---------- Supplied material
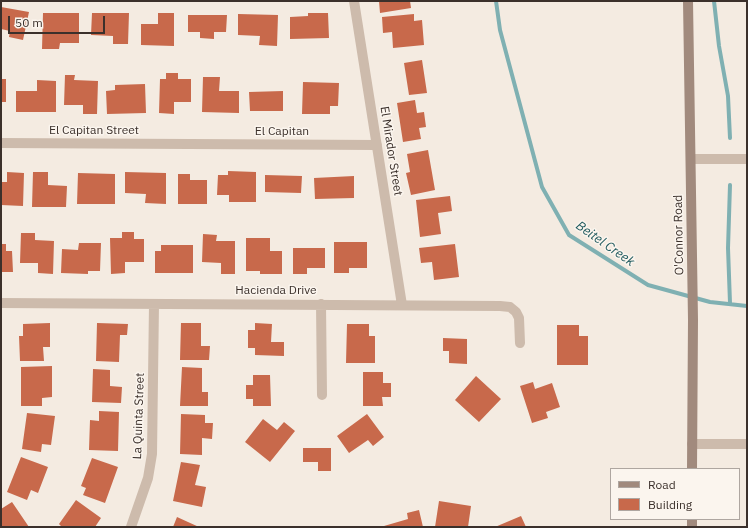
<!DOCTYPE html>
<html>
<head>
<meta charset="utf-8">
<style>
  body { margin:0 }
  #map { position:relative; width:748px; height:528px; overflow:hidden; background:#f4ebe1; font-family:"IBM Plex Sans",sans-serif }
  canvas { display:block }
  .frame { position:absolute; inset:0; border:2px solid #3b302b; pointer-events:none }
  .legend { position:absolute; left:610px; top:468px; width:130px; height:52px; box-sizing:border-box; background:#fbf5ee; border:1px solid #aea6a0; margin:0; padding:5px 7px; list-style:none; font-size:12px; color:#3b302b }
  .legend li { display:flex; align-items:center; gap:8px; height:20px }
  .legend b { width:20px; border:1px solid #aea6a0 }
  .scale { position:absolute; left:8px; top:16px; width:97px; height:18px; box-sizing:border-box; border:2px solid #3b302b; border-top:0; padding-left:5px; font-size:12px; line-height:14px; white-space:nowrap; color:#3b302b; -webkit-text-stroke:3px #fbf5ee; paint-order:stroke }
</style>
</head>
<body>
<div id="map">
<canvas width="748" height="528"></canvas>
<div class="frame"></div>
<ul class="legend">
<li><b style="height:5px;background:#a18a7d"></b>Road</li>
<li><b style="height:11px;background:#c8694b"></b>Building</li>
</ul>
<div class="scale">50 m</div>
</div>
<script>
const g = document.querySelector('canvas').getContext('2d');
g.lineJoin = 'round';
const poly = rows => new Path2D(rows.map(r => 'M' + r).join(''));
function stroke(path, color, width, dash) { g.strokeStyle = color; g.lineWidth = width; g.lineCap = dash ? 'butt' : 'round'; g.setLineDash(dash || []); g.stroke(path); }
function paint(path, color) { g.fillStyle = color; g.fill(path, 'evenodd'); }
function drawText(font, color, halo, rows, align = 'center') {
  g.font = font + ' "IBM Plex Sans",sans-serif'; g.lineWidth = 3; g.setLineDash([]); g.textBaseline = 'middle'; g.strokeStyle = halo; g.fillStyle = color; for (const [text, x, y, turn = 0] of rows) {
    g.save(); g.translate(x, y); g.rotate((+turn || 0) * Math.PI / 180); g.textAlign = isNaN(turn) ? turn : align; if (halo) g.strokeText(text, 0, 0); g.fillText(text, 0, 0); g.restore();
  }
}
stroke(poly([
  [496,1,500,30,542,187,569,235,648,285,710,302,747,306],
  [714,1,719,46,728,96,730,138],
  [730,185,728,248,730,303]
]), '#7fb0b2', 4);
paint(poly([
  [379,1,410,1,411,8,380,13],
  [1,7,29,12,23,40,9,37,10,31,1,29],
  [43,13,79,13,79,43,60,43,59,49,42,49],
  [92,13,129,13,128,44,113,44,113,36,91,35],
  [158,13,174,13,174,46,141,45,141,24,158,24],
  [308,13,328,13,329,38,290,39,290,17,308,16],
  [238,14,278,15,277,46,259,45,260,36,238,35],
  [414,14,414,21,422,20,424,45,393,48,392,32,383,33,382,17],
  [188,15,227,15,226,32,214,32,214,39,200,38,200,32,188,32],
  [422,60,427,93,409,95,404,63],
  [166,73,178,73,178,79,191,79,191,102,174,102,174,114,159,113,160,79,166,79],
  [65,75,75,75,74,80,98,81,97,114,83,114,83,105,64,105],
  [203,77,220,77,219,91,239,91,239,113,202,112],
  [1,79,6,79,6,102,1,102],
  [37,80,56,81,56,112,16,112,16,91,37,91],
  [303,82,339,83,338,106,330,106,330,114,302,114],
  [145,84,146,113,107,114,106,91,115,90,115,85],
  [283,91,283,111,250,111,249,92],
  [415,100,417,113,424,112,426,127,419,128,421,139,403,142,397,103],
  [428,150,435,190,411,195,406,173,410,172,407,154],
  [228,171,256,172,256,202,229,202,229,195,217,195,218,175,228,175],
  [7,172,24,173,23,206,1,205,1,182,7,182],
  [33,172,48,172,48,185,67,186,66,207,32,207],
  [125,172,166,173,166,204,145,203,146,194,125,193],
  [78,173,115,174,115,204,77,204],
  [178,174,190,174,190,180,207,180,207,204,178,204],
  [265,175,302,176,301,193,265,192],
  [354,176,354,198,315,199,314,178],
  [450,196,452,211,438,213,441,234,420,237,416,200],
  [122,232,134,232,134,239,144,239,144,262,125,262,125,273,111,274,110,238,122,238],
  [21,233,35,233,35,240,54,241,53,274,38,273,38,263,20,263],
  [203,234,217,235,216,241,235,241,235,274,221,274,221,263,202,262],
  [246,238,270,238,270,251,282,251,282,274,260,274,260,271,246,271],
  [334,242,367,242,367,268,349,268,349,273,334,273],
  [79,243,101,243,100,271,88,271,88,274,61,273,62,249,78,250],
  [1,244,6,244,6,251,12,251,13,272,1,272],
  [455,244,459,277,434,280,432,262,421,263,419,248],
  [161,245,193,245,193,273,155,273,155,251,161,251],
  [293,248,325,248,325,268,307,268,307,274,293,274],
  [50,323,50,347,43,347,44,361,20,361,19,336,23,336,23,324],
  [97,323,128,324,127,335,120,335,119,362,96,361],
  [181,323,201,323,201,346,210,346,209,360,180,360],
  [255,323,272,324,271,342,284,342,284,356,255,355,255,348,248,348,248,330,255,330],
  [347,324,369,324,369,336,375,336,375,363,346,363],
  [557,325,579,325,579,336,588,336,588,365,557,365],
  [443,338,467,339,467,364,449,363,449,351,443,351],
  [52,366,52,397,42,398,42,406,21,406,21,367],
  [182,367,202,368,202,392,208,392,208,406,180,406],
  [93,369,110,370,110,386,122,387,121,403,92,402],
  [363,372,383,372,383,383,391,383,391,397,382,397,383,406,363,406],
  [253,375,270,375,271,406,253,406,253,399,246,399,246,385,253,385],
  [476,376,501,399,479,422,455,400],
  [533,382,535,389,552,383,560,407,546,412,548,418,532,423,520,386],
  [99,411,119,412,118,451,89,450,90,420,99,421],
  [27,413,55,416,51,445,42,444,41,452,22,449],
  [181,414,205,415,205,423,213,423,212,439,202,438,202,455,180,454],
  [367,414,384,437,373,446,368,440,349,453,337,436],
  [263,419,277,430,284,422,295,431,270,462,245,442],
  [303,448,331,448,331,471,318,471,318,462,303,462],
  [21,457,48,467,38,493,31,490,27,500,7,492],
  [92,458,118,467,105,503,83,495,86,488,81,486],
  [181,462,200,465,195,485,206,487,202,507,173,501],
  [76,500,101,518,95,527,62,527,59,524],
  [439,501,471,506,468,527,435,527],
  [12,502,29,527,1,527,1,509],
  [419,510,423,527,384,527,384,526,408,519,407,513],
  [521,516,526,527,495,527],
  [177,517,199,527,173,527]
]), '#c8694b');
stroke(poly([
  [354,1,402,305],
  [1,143,377,145],
  [691,159,747,159],
  [1,303,500,306,510,307,516,312,519,318,520,343],
  [321,304,322,395],
  [692,444,747,444],
  [131,527,148,478,152,454,154,304]
]), '#cdbbac', 10);
stroke(poly([
  [688,1,693,320,692,469],
  [692,527,692,519]
]), '#a18a7d', 10);
drawText('12px', '#3b302b', '#fbf5ee', [
  ["El Capitan Street",94,131],
  ["El Capitan",282,132],
  ["El Mirador Street",391,151,81],
  ["O'Connor Road",679,235,-91],
  ["Hacienda Drive",276,291],
  ["La Quinta Street",139,416,-88]
]);
drawText('italic 13px', '#1f5a5e', '#fbf5ee', [
  ["Beitel Creek",605,244,35]
]);
</script>
</body>
</html>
--------------------
Your objective: Take from the material above every line that includes the word "sans".

Written response:
  #map { position:relative; width:748px; height:528px; overflow:hidden; background:#f4ebe1; font-family:"IBM Plex Sans",sans-serif }
  g.font = font + ' "IBM Plex Sans",sans-serif'; g.lineWidth = 3; g.setLineDash([]); g.textBaseline = 'middle'; g.strokeStyle = halo; g.fillStyle = color; for (const [text, x, y, turn = 0] of rows) {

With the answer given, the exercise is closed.